Data items

=== Begin Enclosure ===

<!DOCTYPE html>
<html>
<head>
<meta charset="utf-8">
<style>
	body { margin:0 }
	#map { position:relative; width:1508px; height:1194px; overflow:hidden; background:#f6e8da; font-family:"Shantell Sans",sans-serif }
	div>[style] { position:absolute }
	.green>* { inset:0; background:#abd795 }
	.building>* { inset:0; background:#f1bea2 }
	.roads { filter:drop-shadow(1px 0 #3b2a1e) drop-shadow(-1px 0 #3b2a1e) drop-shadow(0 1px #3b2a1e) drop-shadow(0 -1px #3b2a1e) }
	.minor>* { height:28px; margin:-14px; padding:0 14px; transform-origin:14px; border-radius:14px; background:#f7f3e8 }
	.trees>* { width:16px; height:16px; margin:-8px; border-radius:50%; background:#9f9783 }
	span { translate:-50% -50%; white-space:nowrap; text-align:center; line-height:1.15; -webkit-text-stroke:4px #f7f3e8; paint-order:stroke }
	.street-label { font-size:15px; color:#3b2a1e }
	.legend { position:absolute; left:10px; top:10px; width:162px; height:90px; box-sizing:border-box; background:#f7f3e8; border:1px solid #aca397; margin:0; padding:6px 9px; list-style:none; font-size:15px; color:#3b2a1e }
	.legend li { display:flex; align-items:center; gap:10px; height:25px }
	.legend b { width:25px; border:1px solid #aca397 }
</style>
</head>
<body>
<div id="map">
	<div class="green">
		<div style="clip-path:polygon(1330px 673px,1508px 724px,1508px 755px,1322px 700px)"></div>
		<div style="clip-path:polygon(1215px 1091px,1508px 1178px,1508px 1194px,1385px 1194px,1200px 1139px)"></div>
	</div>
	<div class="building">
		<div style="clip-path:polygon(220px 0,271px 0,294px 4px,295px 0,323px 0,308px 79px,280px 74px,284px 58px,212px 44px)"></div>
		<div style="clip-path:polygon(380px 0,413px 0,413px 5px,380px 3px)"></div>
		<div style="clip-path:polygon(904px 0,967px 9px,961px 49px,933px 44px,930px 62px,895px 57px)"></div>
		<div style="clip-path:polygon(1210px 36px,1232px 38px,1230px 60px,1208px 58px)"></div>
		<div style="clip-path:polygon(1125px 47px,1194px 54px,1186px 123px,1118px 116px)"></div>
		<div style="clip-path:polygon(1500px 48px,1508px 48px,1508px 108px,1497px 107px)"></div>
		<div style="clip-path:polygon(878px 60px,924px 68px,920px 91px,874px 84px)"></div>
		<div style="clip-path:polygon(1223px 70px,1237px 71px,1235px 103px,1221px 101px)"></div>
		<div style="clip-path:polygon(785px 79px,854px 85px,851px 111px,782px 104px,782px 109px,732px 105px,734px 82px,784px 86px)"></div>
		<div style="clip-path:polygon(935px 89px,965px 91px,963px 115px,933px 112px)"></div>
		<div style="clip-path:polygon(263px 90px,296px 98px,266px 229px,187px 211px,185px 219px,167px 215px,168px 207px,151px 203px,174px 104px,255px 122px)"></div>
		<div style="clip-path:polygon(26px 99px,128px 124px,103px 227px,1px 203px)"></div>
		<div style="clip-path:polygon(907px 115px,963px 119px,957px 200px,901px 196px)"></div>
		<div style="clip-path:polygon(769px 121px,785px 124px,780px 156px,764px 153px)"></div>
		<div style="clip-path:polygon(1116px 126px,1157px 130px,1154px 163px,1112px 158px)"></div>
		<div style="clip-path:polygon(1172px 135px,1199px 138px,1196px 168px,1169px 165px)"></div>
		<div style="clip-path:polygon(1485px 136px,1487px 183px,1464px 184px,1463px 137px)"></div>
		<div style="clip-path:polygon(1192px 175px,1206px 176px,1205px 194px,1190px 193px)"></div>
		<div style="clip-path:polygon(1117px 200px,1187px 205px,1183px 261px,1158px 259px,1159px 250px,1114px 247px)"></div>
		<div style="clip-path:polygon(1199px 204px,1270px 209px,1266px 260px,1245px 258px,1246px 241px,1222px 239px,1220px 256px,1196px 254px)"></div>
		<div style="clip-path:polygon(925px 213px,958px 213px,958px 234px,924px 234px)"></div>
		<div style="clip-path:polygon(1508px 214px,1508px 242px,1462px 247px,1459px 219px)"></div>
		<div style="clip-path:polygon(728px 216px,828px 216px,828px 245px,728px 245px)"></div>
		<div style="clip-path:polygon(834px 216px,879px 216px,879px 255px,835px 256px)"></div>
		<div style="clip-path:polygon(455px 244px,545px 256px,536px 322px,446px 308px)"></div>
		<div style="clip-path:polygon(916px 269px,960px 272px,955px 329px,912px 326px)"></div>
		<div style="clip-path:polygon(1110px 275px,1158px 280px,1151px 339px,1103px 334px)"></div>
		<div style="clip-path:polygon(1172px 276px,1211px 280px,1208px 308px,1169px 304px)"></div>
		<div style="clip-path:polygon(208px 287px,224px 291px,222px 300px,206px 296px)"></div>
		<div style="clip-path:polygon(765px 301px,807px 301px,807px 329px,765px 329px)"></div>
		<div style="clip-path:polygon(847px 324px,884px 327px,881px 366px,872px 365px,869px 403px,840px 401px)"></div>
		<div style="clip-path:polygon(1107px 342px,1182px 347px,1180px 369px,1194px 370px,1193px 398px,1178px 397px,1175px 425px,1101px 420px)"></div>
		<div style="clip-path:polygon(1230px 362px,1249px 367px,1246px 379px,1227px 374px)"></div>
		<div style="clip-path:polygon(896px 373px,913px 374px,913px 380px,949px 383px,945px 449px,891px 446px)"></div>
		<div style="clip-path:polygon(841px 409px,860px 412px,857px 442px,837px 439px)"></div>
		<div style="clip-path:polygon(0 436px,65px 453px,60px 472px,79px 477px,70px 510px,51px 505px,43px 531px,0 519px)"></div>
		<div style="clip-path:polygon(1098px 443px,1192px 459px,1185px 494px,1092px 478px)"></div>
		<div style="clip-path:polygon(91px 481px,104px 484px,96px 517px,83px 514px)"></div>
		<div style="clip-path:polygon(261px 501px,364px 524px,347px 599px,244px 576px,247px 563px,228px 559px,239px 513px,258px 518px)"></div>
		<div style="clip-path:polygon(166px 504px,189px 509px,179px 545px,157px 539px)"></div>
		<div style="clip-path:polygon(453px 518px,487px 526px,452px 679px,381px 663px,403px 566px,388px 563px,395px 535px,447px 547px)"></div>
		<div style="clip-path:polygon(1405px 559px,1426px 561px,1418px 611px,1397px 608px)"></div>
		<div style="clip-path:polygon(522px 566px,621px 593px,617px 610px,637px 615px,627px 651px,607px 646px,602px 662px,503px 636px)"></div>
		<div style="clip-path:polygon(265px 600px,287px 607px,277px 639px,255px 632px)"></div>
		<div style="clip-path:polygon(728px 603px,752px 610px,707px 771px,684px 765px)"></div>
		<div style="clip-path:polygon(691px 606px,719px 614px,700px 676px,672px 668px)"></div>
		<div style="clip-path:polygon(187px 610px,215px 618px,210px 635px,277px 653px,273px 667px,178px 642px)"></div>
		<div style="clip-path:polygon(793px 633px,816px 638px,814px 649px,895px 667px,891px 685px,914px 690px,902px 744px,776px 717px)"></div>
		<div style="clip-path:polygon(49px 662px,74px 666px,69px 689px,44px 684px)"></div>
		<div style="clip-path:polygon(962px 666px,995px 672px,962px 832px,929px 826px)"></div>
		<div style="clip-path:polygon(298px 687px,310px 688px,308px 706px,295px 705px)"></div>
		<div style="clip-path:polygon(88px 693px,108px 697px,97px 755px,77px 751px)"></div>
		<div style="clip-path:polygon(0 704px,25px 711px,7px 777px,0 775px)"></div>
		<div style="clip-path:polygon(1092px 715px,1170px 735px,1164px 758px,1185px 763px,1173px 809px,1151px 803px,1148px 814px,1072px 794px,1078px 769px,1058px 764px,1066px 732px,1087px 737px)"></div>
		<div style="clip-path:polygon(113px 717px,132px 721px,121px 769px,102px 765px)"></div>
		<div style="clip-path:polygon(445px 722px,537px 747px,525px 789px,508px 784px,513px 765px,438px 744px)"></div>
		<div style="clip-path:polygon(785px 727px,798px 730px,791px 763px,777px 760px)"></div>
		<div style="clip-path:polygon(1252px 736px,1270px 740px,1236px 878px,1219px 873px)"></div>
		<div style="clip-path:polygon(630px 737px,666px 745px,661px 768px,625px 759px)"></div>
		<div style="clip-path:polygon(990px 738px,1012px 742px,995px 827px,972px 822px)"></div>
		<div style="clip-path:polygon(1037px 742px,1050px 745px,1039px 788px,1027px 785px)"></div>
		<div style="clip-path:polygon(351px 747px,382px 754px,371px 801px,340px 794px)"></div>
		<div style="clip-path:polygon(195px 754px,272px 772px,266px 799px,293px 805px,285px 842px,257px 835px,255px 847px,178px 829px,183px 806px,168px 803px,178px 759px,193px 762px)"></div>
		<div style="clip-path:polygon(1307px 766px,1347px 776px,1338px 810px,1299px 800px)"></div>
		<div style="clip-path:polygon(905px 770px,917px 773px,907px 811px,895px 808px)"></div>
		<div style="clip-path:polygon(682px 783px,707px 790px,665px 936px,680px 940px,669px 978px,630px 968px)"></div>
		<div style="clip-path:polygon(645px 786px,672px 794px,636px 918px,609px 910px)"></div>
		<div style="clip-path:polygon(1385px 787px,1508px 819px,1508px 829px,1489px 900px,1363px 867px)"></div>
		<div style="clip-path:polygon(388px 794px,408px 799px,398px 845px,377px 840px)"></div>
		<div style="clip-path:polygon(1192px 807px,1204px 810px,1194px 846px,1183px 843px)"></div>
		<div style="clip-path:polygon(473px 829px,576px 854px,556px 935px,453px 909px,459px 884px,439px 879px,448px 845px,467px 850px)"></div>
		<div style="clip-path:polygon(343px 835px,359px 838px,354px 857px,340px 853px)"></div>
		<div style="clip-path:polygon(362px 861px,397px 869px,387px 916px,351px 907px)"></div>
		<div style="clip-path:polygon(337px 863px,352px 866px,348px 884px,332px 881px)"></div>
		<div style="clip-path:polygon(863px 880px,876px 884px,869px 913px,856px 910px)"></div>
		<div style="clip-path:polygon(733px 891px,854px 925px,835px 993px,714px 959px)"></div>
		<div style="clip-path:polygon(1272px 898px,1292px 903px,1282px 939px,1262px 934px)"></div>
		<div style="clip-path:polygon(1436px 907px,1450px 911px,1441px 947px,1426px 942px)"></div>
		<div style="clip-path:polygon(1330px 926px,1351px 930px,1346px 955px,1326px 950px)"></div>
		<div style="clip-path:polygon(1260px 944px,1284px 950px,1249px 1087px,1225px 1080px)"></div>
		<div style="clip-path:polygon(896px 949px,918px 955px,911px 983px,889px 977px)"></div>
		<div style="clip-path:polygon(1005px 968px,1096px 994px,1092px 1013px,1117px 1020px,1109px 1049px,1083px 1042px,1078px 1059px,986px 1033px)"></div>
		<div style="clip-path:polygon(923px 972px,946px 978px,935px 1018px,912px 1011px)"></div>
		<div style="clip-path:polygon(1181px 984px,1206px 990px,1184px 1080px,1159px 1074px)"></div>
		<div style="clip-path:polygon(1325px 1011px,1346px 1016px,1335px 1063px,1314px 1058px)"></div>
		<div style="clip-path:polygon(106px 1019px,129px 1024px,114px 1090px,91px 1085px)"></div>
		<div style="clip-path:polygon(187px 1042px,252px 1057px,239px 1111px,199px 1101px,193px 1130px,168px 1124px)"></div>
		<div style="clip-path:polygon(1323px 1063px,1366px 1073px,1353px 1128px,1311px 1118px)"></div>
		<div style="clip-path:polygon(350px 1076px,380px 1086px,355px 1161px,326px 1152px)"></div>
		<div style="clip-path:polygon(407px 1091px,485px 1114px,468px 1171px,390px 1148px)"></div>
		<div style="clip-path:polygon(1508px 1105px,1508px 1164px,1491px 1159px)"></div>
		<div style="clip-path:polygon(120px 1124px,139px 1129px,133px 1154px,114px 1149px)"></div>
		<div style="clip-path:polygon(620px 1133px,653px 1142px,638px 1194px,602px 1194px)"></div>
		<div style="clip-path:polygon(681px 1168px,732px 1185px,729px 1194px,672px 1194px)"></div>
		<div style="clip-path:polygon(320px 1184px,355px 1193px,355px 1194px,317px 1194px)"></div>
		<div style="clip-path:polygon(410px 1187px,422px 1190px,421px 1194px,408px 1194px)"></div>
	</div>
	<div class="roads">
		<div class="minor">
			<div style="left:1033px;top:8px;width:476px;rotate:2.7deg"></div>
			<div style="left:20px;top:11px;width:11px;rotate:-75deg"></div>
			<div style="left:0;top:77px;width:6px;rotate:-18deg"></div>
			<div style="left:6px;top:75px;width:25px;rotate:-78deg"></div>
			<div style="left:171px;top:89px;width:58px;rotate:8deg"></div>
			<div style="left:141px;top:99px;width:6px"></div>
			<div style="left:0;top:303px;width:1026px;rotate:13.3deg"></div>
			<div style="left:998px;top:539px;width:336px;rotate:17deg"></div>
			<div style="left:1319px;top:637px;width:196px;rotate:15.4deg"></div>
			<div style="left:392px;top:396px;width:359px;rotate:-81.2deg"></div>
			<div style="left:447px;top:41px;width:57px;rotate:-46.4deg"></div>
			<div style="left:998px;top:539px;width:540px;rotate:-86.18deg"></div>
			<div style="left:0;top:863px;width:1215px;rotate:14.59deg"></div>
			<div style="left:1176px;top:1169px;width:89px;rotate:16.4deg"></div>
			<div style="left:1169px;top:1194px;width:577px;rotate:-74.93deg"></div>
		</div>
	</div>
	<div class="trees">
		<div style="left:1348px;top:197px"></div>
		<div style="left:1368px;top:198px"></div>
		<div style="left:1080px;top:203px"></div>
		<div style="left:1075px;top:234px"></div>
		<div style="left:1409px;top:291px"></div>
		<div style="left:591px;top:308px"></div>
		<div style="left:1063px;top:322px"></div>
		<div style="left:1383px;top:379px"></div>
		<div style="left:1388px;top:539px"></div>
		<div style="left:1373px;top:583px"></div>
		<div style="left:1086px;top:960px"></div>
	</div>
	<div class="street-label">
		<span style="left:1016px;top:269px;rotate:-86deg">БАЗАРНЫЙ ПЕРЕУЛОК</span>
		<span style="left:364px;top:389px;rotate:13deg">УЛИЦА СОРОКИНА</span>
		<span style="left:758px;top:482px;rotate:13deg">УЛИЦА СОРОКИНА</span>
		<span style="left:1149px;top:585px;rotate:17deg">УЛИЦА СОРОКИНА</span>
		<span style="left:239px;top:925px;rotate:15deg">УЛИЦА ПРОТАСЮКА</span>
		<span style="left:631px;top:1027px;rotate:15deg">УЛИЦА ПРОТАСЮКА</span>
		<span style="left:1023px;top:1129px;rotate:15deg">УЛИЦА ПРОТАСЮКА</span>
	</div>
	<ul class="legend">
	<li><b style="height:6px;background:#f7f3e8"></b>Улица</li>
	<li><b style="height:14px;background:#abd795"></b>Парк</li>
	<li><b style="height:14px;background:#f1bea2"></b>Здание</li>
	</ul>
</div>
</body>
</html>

=== End Enclosure ===

### [Problem details]
Print the first line of the records above and each line after it, exactly, through the line with "filter:drop-shadow(1px 0 #3b2a1e)".

### [Answer box]
<!DOCTYPE html>
<html>
<head>
<meta charset="utf-8">
<style>
	body { margin:0 }
	#map { position:relative; width:1508px; height:1194px; overflow:hidden; background:#f6e8da; font-family:"Shantell Sans",sans-serif }
	div>[style] { position:absolute }
	.green>* { inset:0; background:#abd795 }
	.building>* { inset:0; background:#f1bea2 }
	.roads { filter:drop-shadow(1px 0 #3b2a1e) drop-shadow(-1px 0 #3b2a1e) drop-shadow(0 1px #3b2a1e) drop-shadow(0 -1px #3b2a1e) }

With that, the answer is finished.